L'armée sénégalaise était lancée dimanche à la poursuite des auteurs du massacre ce week-end de 13 jeunes dans une forêt de Casamance, région du sud du Sénégal en proie à une rébellion depuis 35 ans mais qui avait connu une accalmie depuis plusieurs années.
"L'armée vient encore de se déployer ce matin (dimanche) et procède à un ratissage en profondeur.On entend des coups de feu", a témoigné un habitant du village de Bourafaye Baïnouk, proche des lieux de la tuerie et de Ziguinchor, la principale ville de cette province agricole et touristique frontalière de la Guinée-Bissau et séparée du reste du Sénégal par la Gambie.
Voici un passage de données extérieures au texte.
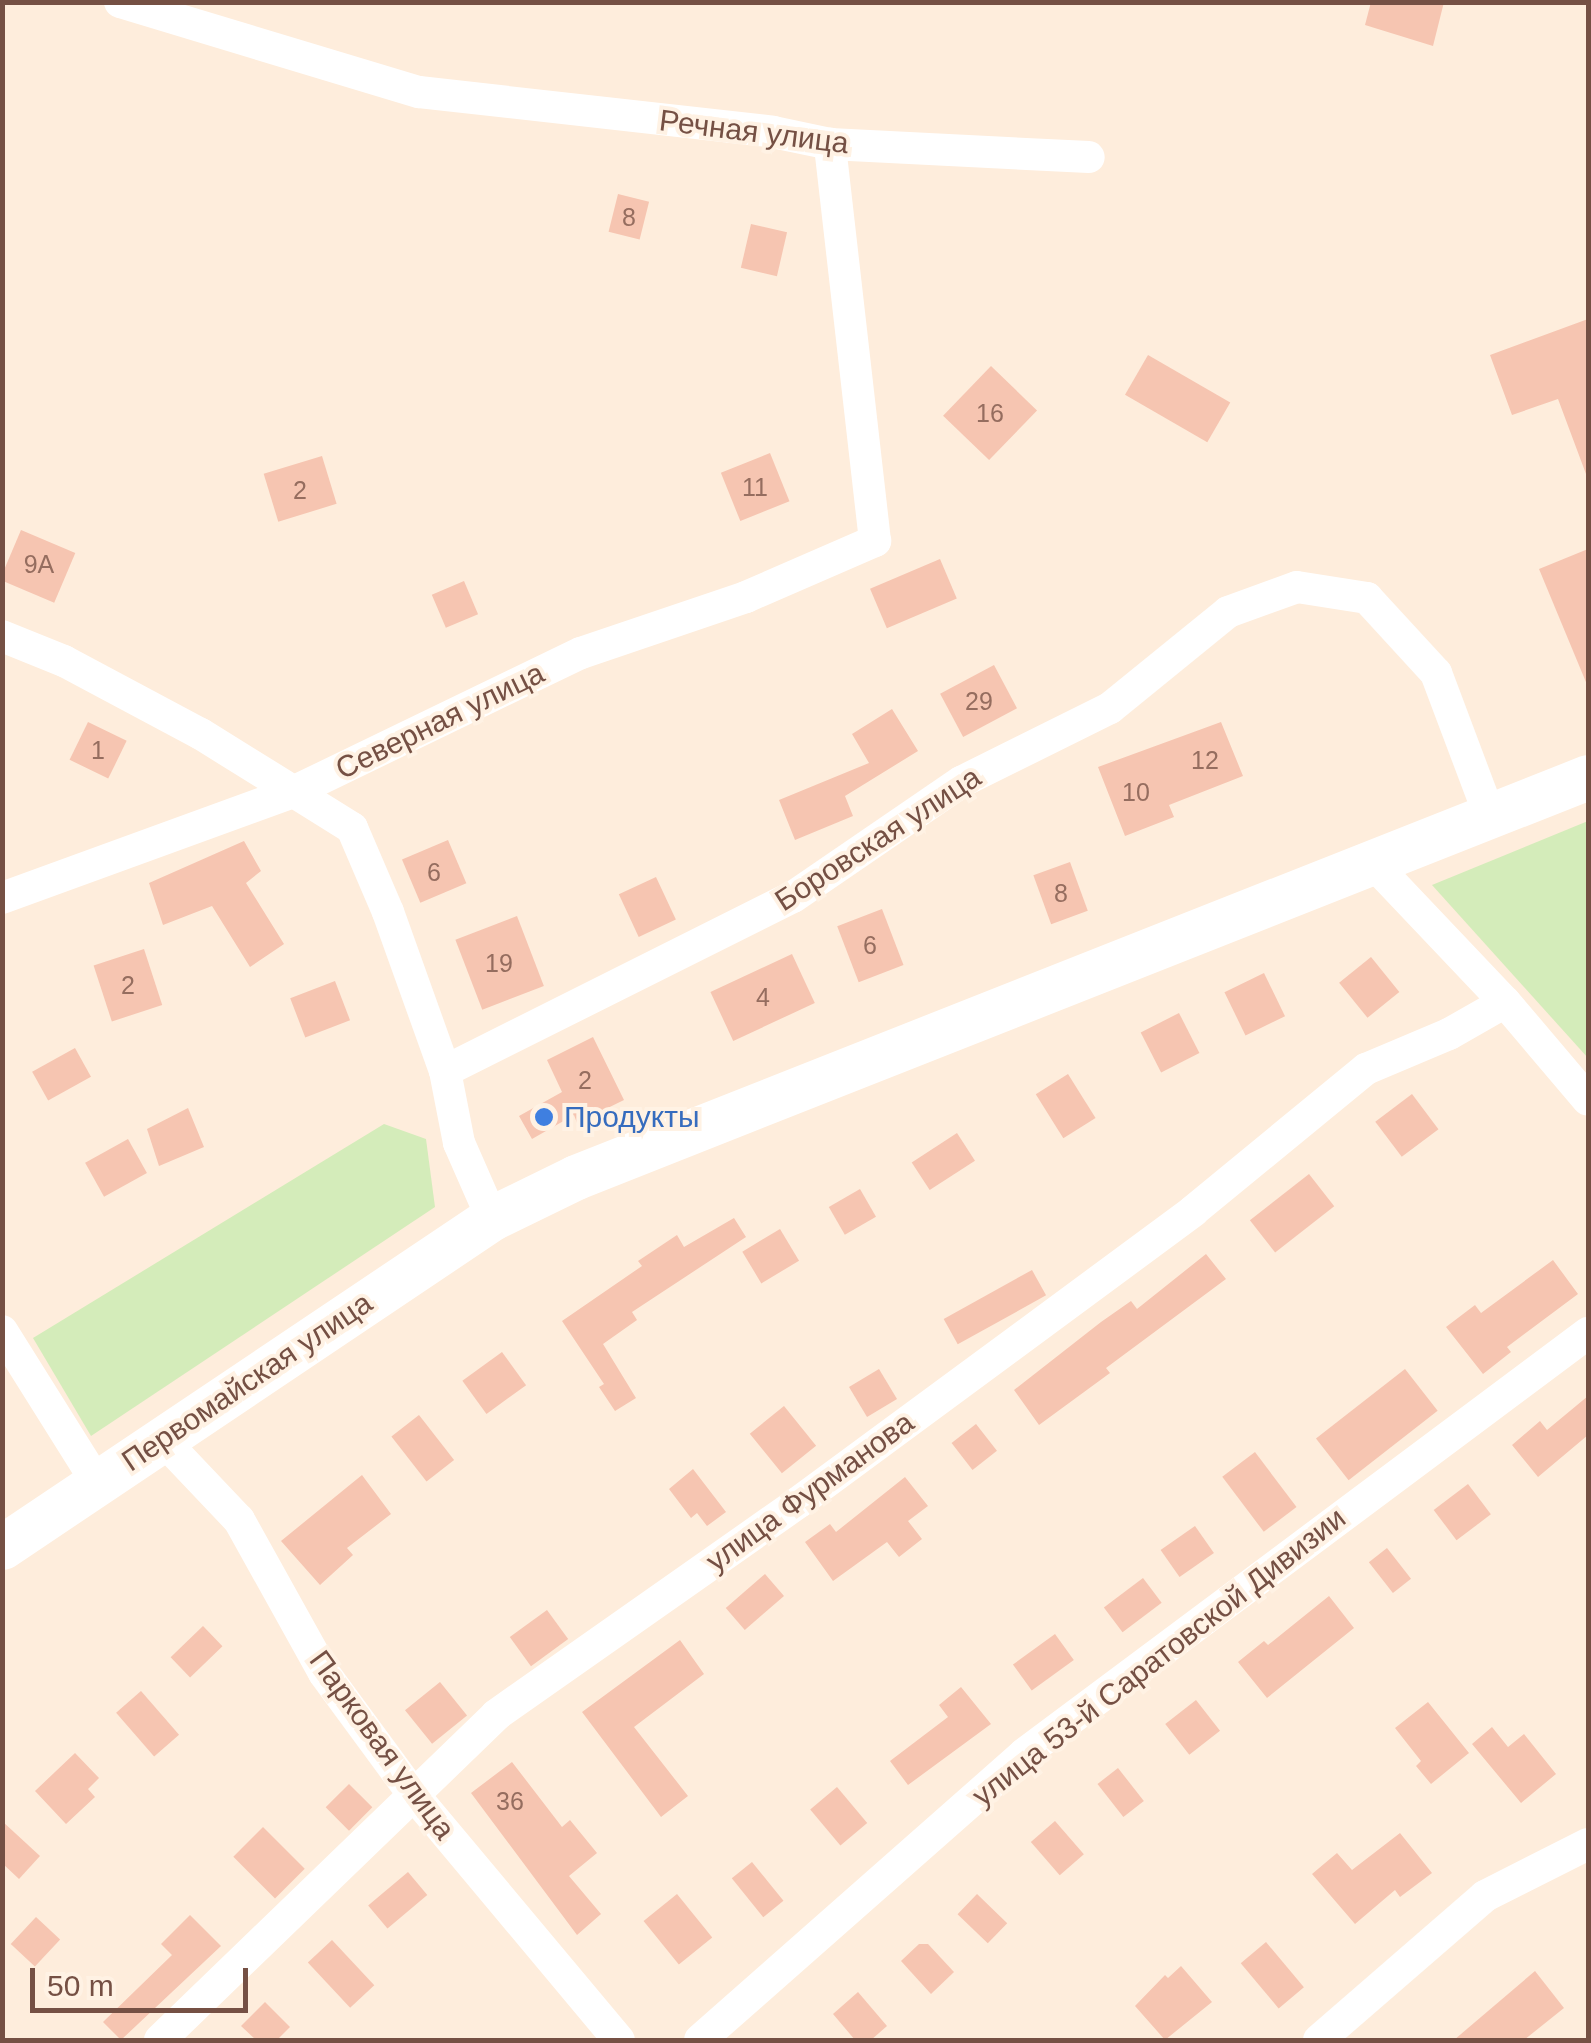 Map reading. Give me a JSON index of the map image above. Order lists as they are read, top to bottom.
{
  "streets": {
    "main road": ["Первомайская улица"],
    "street": [
      "Речная улица",
      "Северная улица",
      "Боровская улица",
      "улица Фурманова",
      "улица 53-й Саратовской Дивизии",
      "Парковая улица"
    ]
  },
  "crossings": [
    ["Речная улица", "Северная улица"],
    ["Боровская улица", "Первомайская улица"],
    ["Первомайская улица", "Парковая улица"],
    ["улица Фурманова", "Парковая улица"]
  ],
  "places": ["Продукты"],
  "house_numbers": [
    "8",
    "16",
    "11",
    "2",
    "9А",
    "29",
    "1",
    "12",
    "10",
    "6",
    "8",
    "6",
    "19",
    "2",
    "4",
    "2",
    "36"
  ],
  "scale_bar": "50 m"
} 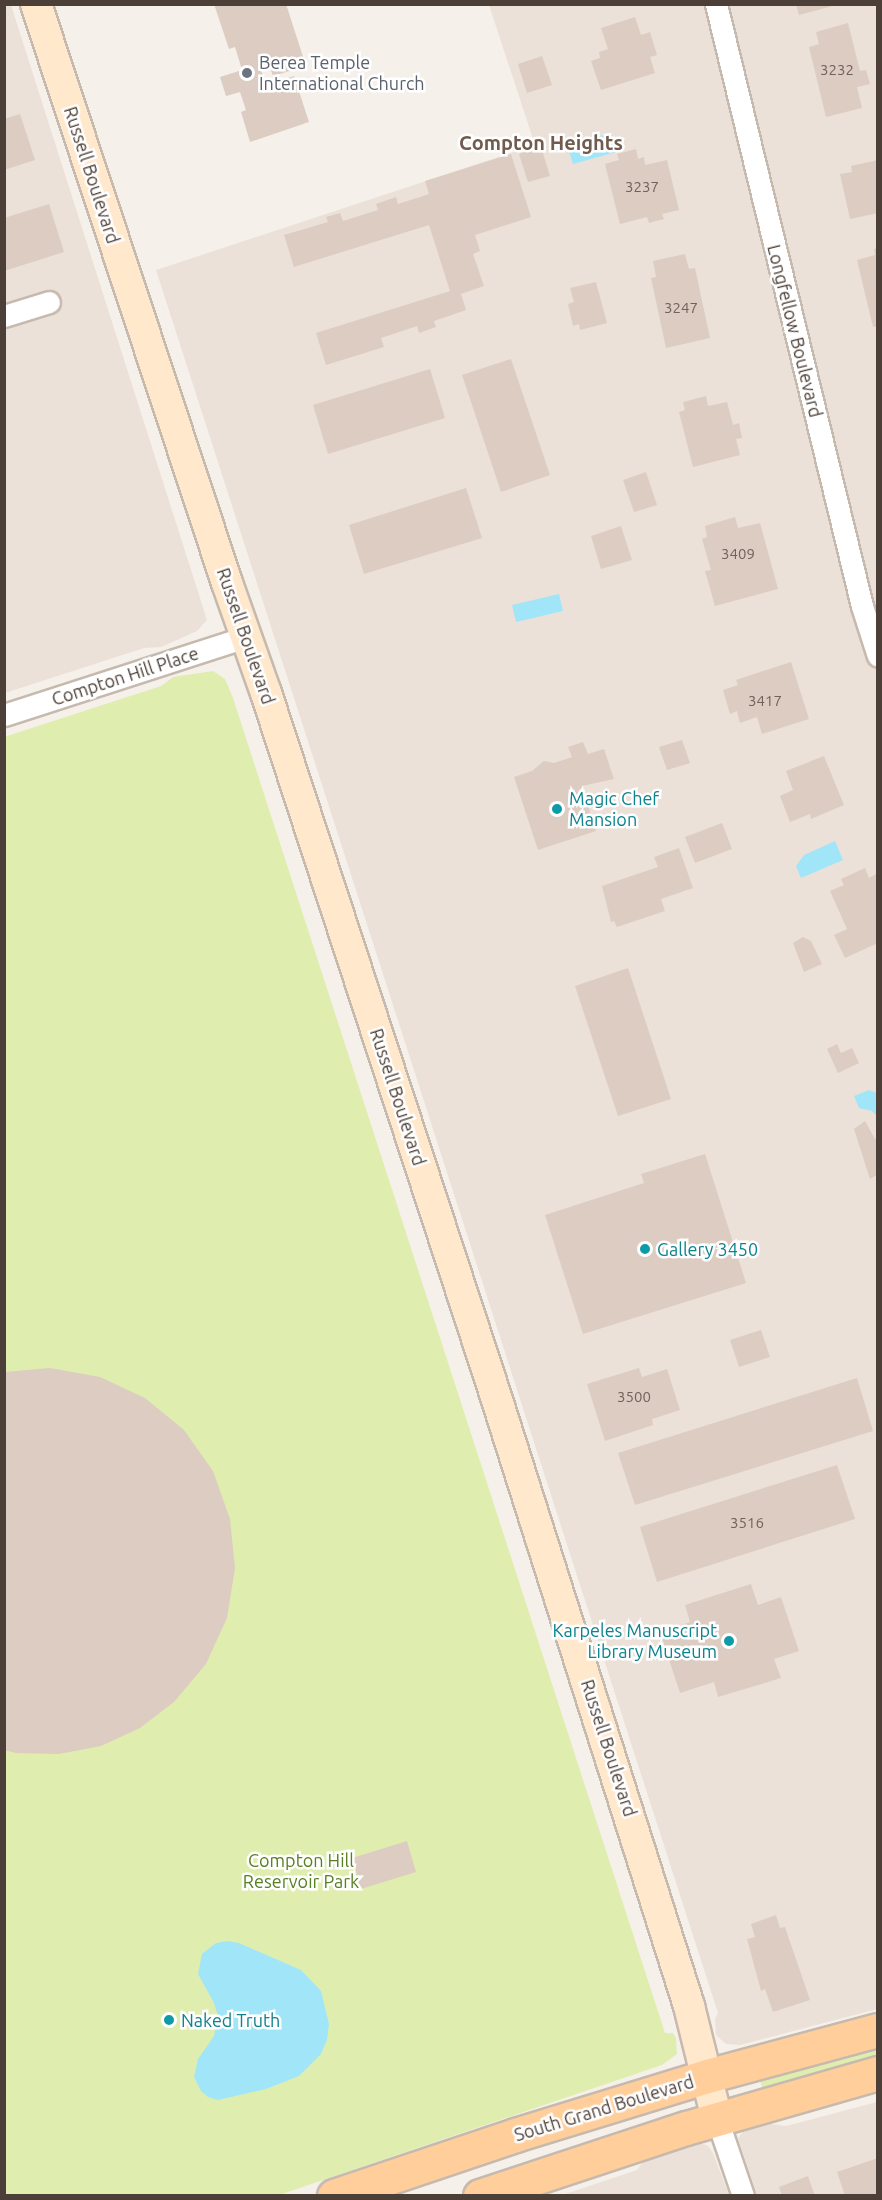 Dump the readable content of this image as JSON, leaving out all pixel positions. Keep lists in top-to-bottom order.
{
  "streets": {
    "main road": ["Russell Boulevard", "South Grand Boulevard"],
    "street": ["Longfellow Boulevard", "Compton Hill Place"]
  },
  "crossings": [
    ["Russell Boulevard", "Compton Hill Place"],
    ["Russell Boulevard", "South Grand Boulevard"]
  ],
  "districts": ["Compton Heights"],
  "parks": ["Compton Hill Reservoir Park"],
  "places": [
    "Berea Temple International Church",
    "Magic Chef Mansion",
    "Gallery 3450",
    "Karpeles Manuscript Library Museum",
    "Naked Truth"
  ],
  "house_numbers": [
    "3232",
    "3237",
    "3247",
    "3409",
    "3417",
    "3500",
    "3516"
  ]
} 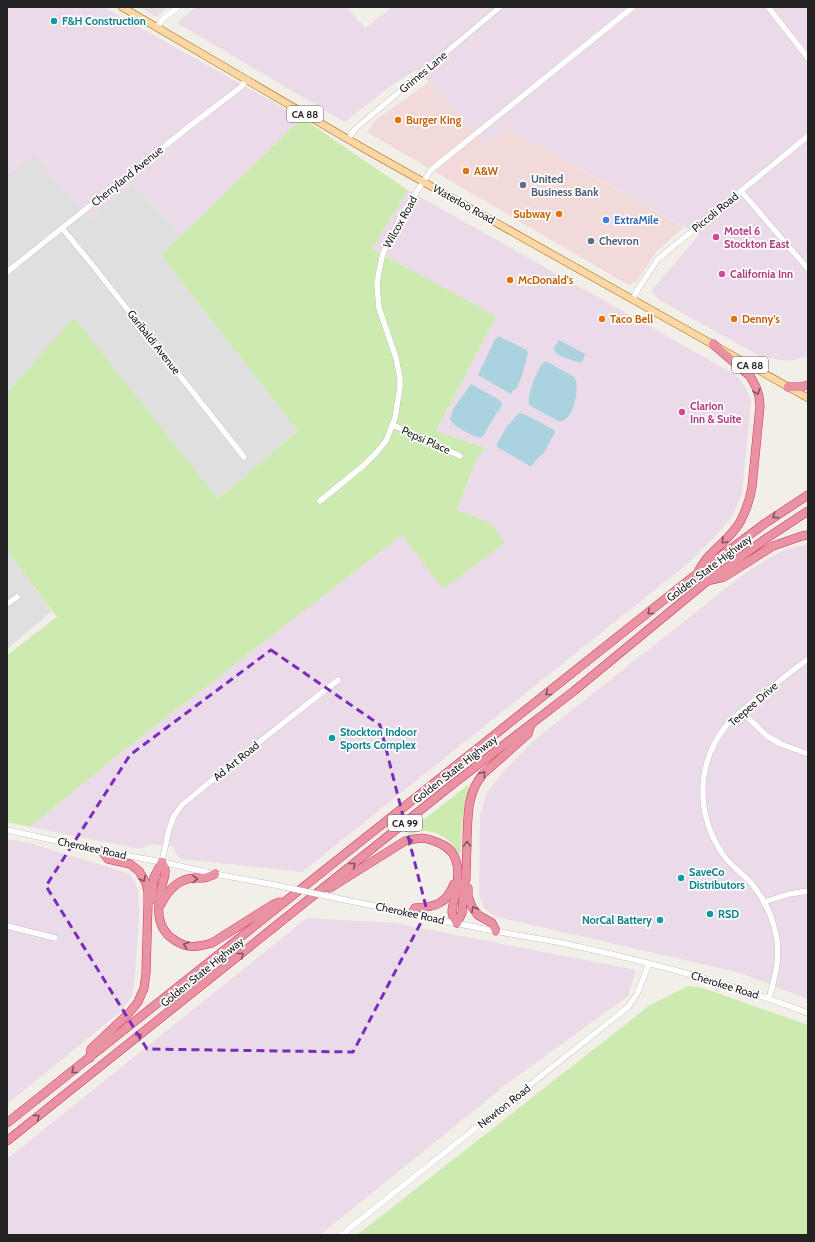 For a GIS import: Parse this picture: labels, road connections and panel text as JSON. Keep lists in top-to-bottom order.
{
  "streets": {
    "highway": ["Golden State Highway", "CA 99"],
    "main road": ["CA 88", "Waterloo Road"],
    "street": [
      "Grimes Lane",
      "Cherryland Avenue",
      "Piccoli Road",
      "Wilcox Road",
      "Garibaldi Avenue",
      "Pepsi Place",
      "Teepee Drive",
      "Ad Art Road",
      "Cherokee Road",
      "Newton Road"
    ]
  },
  "crossings": [
    ["Grimes Lane", "Waterloo Road"],
    ["Cherryland Avenue", "Waterloo Road"],
    ["Cherryland Avenue", "Garibaldi Avenue"],
    ["Waterloo Road", "Piccoli Road"],
    ["Waterloo Road", "Wilcox Road"],
    ["Wilcox Road", "Pepsi Place"],
    ["Teepee Drive", "Cherokee Road"],
    ["Ad Art Road", "Cherokee Road"],
    ["Cherokee Road", "Newton Road"]
  ],
  "places": [
    "F&H Construction",
    "Burger King",
    "A&W",
    "United Business Bank",
    "Subway",
    "ExtraMile",
    "Motel 6 Stockton East",
    "Chevron",
    "California Inn",
    "McDonald's",
    "Taco Bell",
    "Denny's",
    "Clarion Inn & Suite",
    "Stockton Indoor Sports Complex",
    "SaveCo Distributors",
    "RSD",
    "NorCal Battery"
  ]
} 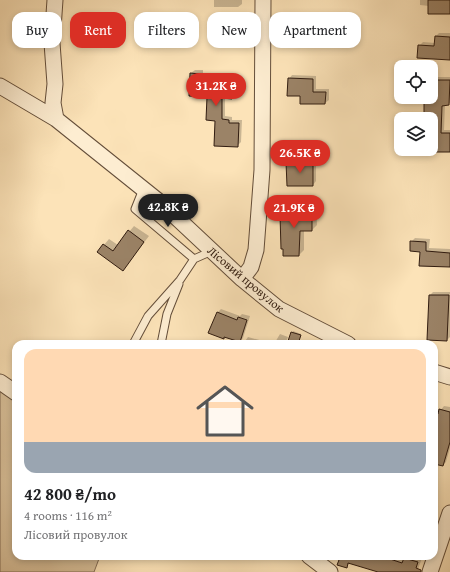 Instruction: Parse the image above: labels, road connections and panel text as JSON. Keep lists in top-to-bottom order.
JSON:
{
  "streets": {
    "street": ["Лісовий провулок"]
  },
  "page": {
    "chip": [
      "Buy",
      "Rent",
      "Filters",
      "New",
      "Apartment"
    ],
    "price": [
      "31.2K ₴",
      "26.5K ₴",
      "42.8K ₴",
      "21.9K ₴"
    ],
    "list": [
      {
        "name": "42 800 ₴/mo",
        "note": "4 rooms · 116 m² · Лісовий провулок"
      }
    ]
  }
} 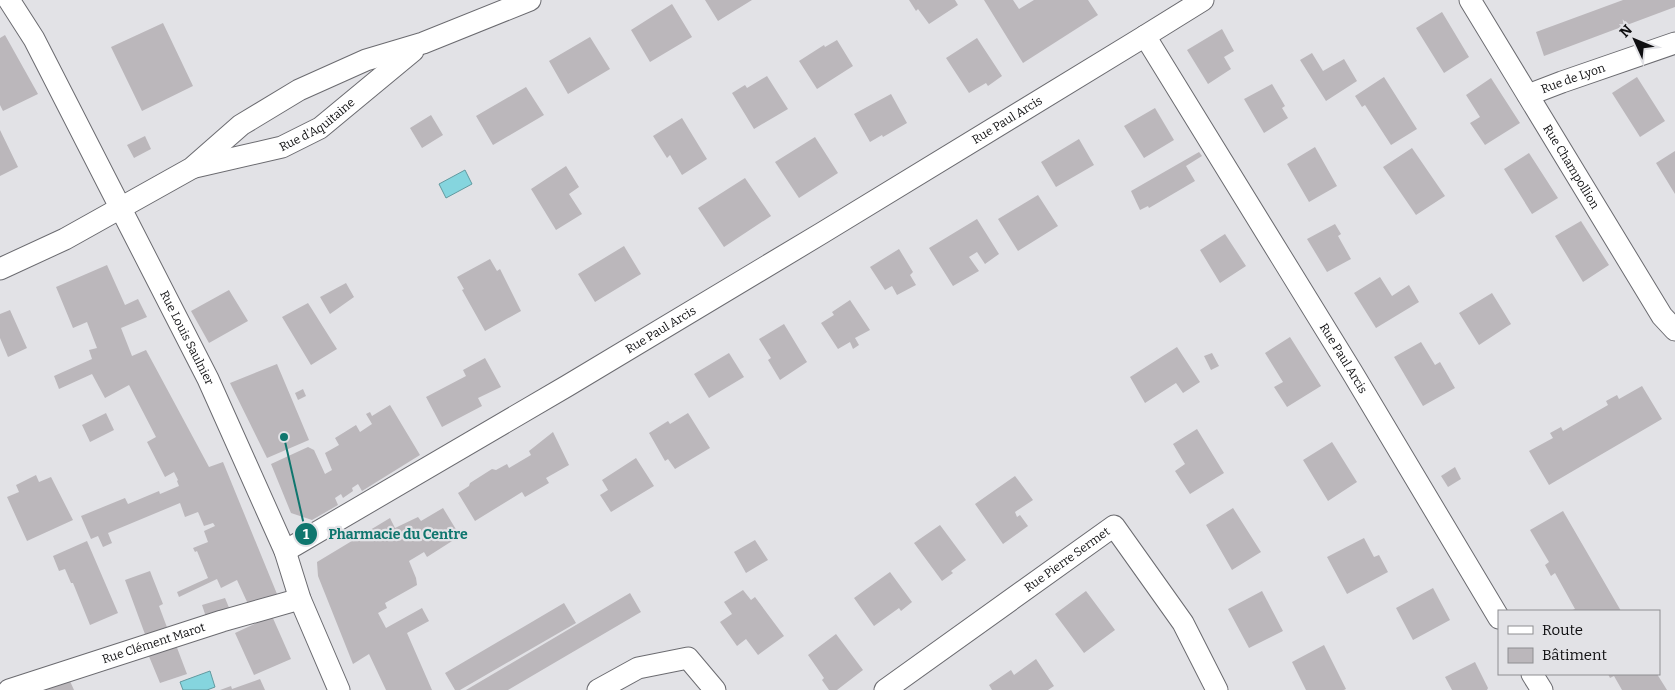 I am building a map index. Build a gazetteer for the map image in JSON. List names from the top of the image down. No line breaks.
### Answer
{"streets":{"street":["Rue de Lyon","Rue Paul Arcis","Rue d'Aquitaine","Rue Champollion","Rue Louis Saulnier","Rue Pierre Sermet","Rue Clément Marot"]},"crossings":[["Rue de Lyon","Rue Champollion"],["Rue Paul Arcis","Rue Louis Saulnier"],["Rue d'Aquitaine","Rue Louis Saulnier"],["Rue Louis Saulnier","Rue Clément Marot"]],"places":["Pharmacie du Centre"],"legend":["Route","Bâtiment"],"north":"top left"}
Dès samedi, l'armée sénégalaise a déployé une compagnie de quelque 150 parachutistes pour évacuer les victimes et "traquer" les auteurs de l'attaque, selon un porte-parole de l'armée, le colonel Abdou Ndiaye.
Une délégation ministérielle était attendue à Ziguinchor pour "évaluer la situation sécuritaire et présenter les condoléances de la nation aux familles éprouvées".Dans la ville, les habitants vaquaient normalement à leurs occupations, a rapporté un correspondant de l'AFP.
L'attaque s'est produite samedi dans une forêt lorsque des jeunes partis chercher du bois mort ont été surpris par une bande d'hommes armés.Selon le gouvernement, elle a "occasionné la mort de treize jeunes hommes, dont dix par balle, deux par arme blanche et un brûlé".Sept autres ont été blessés par balles, dont un grièvement, selon la même source.
"C'est vers 08H00 (GMT et locales) que j'ai été arrêté par deux hommes armés dans la forêt.Ils m'ont contraint à leur remettre mon téléphone et à rejoindre d'autres personnes qui avaient été arrêtées avant moi", a raconté à une radio locale un rescapé, Amadou Diallo."Vers 11H00, ils m'ont emmené en profondeur (dans la forêt) où attendait le gros de la troupe, composée d'une vingtaine de gens armés.Ces derniers nous ont intimé l'ordre d'enlever nos chaussures et de nous coucher, puis ils ont tiré sur nous avant de se retirer.Moi, je n'ai pas été touché".
- La paix à l'épreuve -
Acte d'une "rare barbarie" pour le gouvernement sénégalais, le massacre met à l'épreuve le processus de paix en Casamance, relancé en octobre lors d'une réunion à Rome entre le gouvernement et une faction du Mouvement des forces démocratiques de Casamance (MFDC) mandatée par l'un de ses chefs, Salif Sadio.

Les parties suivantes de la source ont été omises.